1. To cut or chop with repeated and irregular blows: hacked down the saplings.
2. To break up the surface of (soil).
3. Informal. To alter (a computer program): hacked her text editor to read HTML.
To gain access to (a computer file or network) illegally or without authorization: hacked the firm's personnel database.
4. Slang. To cut or mutilate as if by hacking: hacked millions off the budget.
5. Slang. To cope with successfully; manage: couldn't hack a second job.
1. A rough, irregular cut made by hacking.
2. A tool, such as a hoe, used for hacking.
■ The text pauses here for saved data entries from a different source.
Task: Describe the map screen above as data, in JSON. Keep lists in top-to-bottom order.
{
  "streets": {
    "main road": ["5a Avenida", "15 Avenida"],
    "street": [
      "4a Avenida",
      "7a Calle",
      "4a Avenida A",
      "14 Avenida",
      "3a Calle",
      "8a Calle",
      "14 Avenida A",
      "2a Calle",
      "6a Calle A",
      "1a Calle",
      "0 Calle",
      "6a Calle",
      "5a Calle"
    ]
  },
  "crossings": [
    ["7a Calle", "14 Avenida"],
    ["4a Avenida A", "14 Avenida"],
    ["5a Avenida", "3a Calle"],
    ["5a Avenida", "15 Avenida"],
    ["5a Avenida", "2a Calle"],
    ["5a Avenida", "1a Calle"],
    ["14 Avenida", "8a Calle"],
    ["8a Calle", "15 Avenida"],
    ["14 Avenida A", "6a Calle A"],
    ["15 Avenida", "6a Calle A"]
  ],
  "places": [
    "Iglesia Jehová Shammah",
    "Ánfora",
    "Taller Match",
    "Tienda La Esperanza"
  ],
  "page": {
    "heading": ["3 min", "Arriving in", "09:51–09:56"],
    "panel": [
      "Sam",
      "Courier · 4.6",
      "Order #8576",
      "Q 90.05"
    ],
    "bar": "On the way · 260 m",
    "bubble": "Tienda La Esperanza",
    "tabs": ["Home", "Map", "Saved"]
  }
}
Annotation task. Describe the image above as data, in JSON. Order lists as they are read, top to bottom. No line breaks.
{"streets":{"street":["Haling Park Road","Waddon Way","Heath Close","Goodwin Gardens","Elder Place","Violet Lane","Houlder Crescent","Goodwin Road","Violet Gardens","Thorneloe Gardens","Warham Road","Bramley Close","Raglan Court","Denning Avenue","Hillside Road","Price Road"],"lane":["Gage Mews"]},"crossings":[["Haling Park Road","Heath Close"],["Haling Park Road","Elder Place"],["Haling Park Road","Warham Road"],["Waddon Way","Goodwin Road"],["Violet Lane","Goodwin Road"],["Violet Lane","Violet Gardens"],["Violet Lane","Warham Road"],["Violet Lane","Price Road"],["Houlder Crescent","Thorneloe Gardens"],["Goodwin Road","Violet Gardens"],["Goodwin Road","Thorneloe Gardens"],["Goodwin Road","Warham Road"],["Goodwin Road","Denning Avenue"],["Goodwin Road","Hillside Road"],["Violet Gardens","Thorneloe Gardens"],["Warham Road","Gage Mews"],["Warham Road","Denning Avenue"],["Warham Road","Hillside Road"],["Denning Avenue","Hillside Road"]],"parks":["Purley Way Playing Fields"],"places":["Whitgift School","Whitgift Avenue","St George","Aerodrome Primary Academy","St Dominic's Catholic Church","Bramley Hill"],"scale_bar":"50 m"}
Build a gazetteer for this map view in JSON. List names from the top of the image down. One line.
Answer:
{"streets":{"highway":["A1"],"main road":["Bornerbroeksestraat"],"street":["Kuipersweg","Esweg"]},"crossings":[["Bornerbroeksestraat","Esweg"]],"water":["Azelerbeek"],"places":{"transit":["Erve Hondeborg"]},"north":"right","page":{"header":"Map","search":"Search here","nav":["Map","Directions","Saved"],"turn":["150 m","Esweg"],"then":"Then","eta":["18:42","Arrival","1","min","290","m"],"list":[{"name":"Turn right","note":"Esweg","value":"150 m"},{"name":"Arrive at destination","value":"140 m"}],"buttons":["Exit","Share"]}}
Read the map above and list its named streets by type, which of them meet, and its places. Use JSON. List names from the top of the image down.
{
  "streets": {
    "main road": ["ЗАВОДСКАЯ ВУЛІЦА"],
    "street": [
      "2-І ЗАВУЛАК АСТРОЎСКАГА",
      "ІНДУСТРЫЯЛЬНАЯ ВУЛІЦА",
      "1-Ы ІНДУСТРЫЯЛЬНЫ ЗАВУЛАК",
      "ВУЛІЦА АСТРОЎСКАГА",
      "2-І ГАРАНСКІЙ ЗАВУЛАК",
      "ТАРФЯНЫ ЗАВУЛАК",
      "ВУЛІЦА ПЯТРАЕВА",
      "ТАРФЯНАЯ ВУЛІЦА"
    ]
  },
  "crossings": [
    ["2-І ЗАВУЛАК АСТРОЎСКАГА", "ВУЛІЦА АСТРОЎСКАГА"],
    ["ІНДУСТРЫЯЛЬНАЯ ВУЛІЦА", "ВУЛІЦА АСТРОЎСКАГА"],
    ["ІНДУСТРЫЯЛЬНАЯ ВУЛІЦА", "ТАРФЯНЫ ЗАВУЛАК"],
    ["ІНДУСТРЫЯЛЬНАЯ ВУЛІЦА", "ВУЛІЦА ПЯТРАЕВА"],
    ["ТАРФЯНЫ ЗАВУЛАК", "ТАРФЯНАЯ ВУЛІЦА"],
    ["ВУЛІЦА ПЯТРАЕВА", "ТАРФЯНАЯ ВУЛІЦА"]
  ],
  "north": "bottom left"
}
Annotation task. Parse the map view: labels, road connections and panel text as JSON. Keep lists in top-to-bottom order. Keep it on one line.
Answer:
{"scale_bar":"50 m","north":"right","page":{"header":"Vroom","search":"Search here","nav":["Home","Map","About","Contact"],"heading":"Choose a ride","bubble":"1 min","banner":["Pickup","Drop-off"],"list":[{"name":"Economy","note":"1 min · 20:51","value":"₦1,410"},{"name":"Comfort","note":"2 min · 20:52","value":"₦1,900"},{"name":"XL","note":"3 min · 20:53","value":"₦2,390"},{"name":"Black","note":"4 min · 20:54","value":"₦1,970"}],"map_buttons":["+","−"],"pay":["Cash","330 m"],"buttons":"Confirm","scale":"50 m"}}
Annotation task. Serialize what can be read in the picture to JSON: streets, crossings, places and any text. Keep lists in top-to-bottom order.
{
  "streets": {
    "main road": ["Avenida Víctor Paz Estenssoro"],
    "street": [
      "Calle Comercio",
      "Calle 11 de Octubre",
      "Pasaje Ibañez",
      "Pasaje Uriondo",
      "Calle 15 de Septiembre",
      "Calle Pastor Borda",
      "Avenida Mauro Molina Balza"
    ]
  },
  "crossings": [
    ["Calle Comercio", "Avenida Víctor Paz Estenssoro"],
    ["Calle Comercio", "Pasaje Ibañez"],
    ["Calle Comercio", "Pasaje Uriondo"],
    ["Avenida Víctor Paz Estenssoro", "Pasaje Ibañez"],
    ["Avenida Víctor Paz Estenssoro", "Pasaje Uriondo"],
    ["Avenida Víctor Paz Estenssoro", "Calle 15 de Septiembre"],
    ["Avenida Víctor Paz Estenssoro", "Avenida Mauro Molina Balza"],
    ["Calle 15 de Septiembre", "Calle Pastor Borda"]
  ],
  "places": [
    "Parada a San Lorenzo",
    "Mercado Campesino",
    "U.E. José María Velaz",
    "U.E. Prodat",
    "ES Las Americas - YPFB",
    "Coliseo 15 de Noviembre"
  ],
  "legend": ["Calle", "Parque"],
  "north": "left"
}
3. A blow made by hacking.
4. A rough, dry cough.
Courtesy of dictionary.com
The definitions I am stretching here are verbs 1. and 4. It might also be appropriate to use the noun definition of a tool, such as a hoe. Quoting the web site:
“For several years I immersed myself in quantum physics and pored through hundreds of scientific papers. I then had the task of decoding what was often impenetrable work into something that ordinary readers could understand.” – Lynne McTaggart
How sad for you Lynne, that you found the work impenetrable. Did you ignore those parts, or just make up a meaning? To be fair, I do not have the mathematical background to understand it either, but I do have a mathematical background, and I have not tried for several years. The confusion of ideas here is that mathematicians express themselves in numeric formulae to be confusing or obtuse. They do so because the work requires that level of precision. Any effort to dumb down the mathematics results in generalities that render the conclusions virtually meaningless. Lynne McTaggart set out to find a connection between quantum physics and New Age health practices, and lo and behold, she did! Hardly the scientific method to use science to prove your preconceived conclusions. Lynne McTaggart hacked quantum physics into little, irregular pieces that would be unrecognizable to the authors of quantum theory, and made even wilder surmises about the nature of things than do the quantum physicists themselves.
The mutual admiration society of Lynne McTaggart and Dr. Wayne Dyer was not lost on me either.